EXERCISE INSTRUCTIONS
Write the line that contains "Task: Serialize what" and each one after it, word for word, ending with the final line of the data.

SUPPLIED INFORMATION

....................

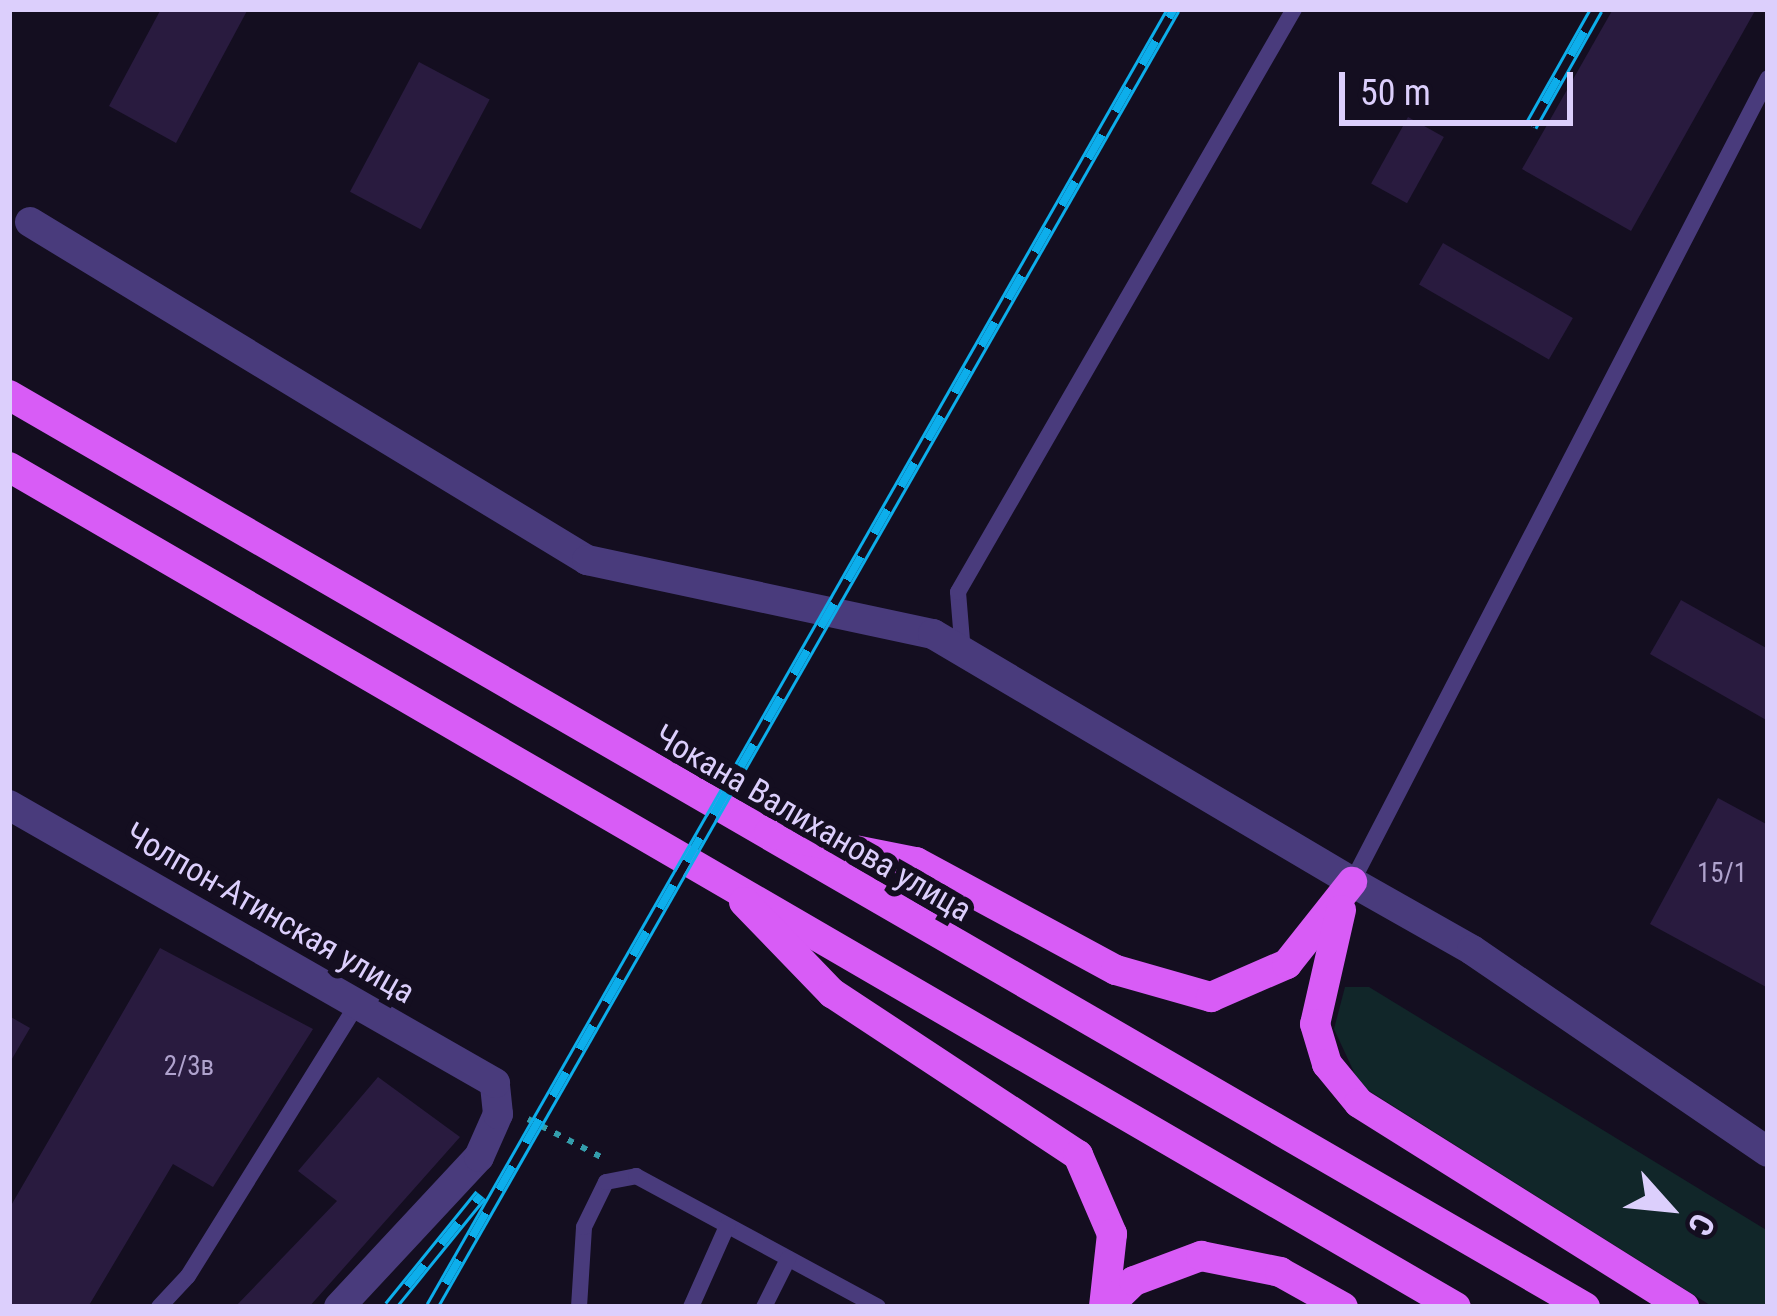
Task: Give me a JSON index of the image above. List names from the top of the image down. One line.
{"streets":{"main road":["Чокана Валиханова улица"],"street":["Чолпон-Атинская улица"]},"house_numbers":["15/1","2/3в"],"scale_bar":"50 m","north":"bottom right"}
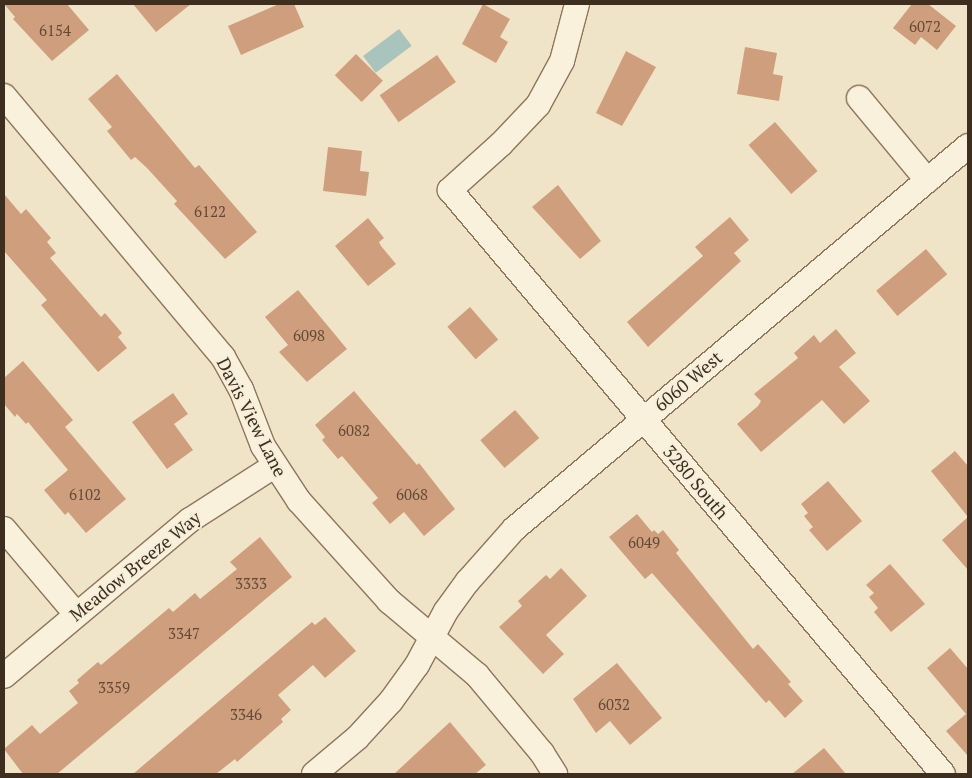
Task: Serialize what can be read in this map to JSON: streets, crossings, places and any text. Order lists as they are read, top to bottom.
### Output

....................

EXPECTED ANSWER
Task: Serialize what can be read in this map to JSON: streets, crossings, places and any text. Order lists as they are read, top to bottom.
### Output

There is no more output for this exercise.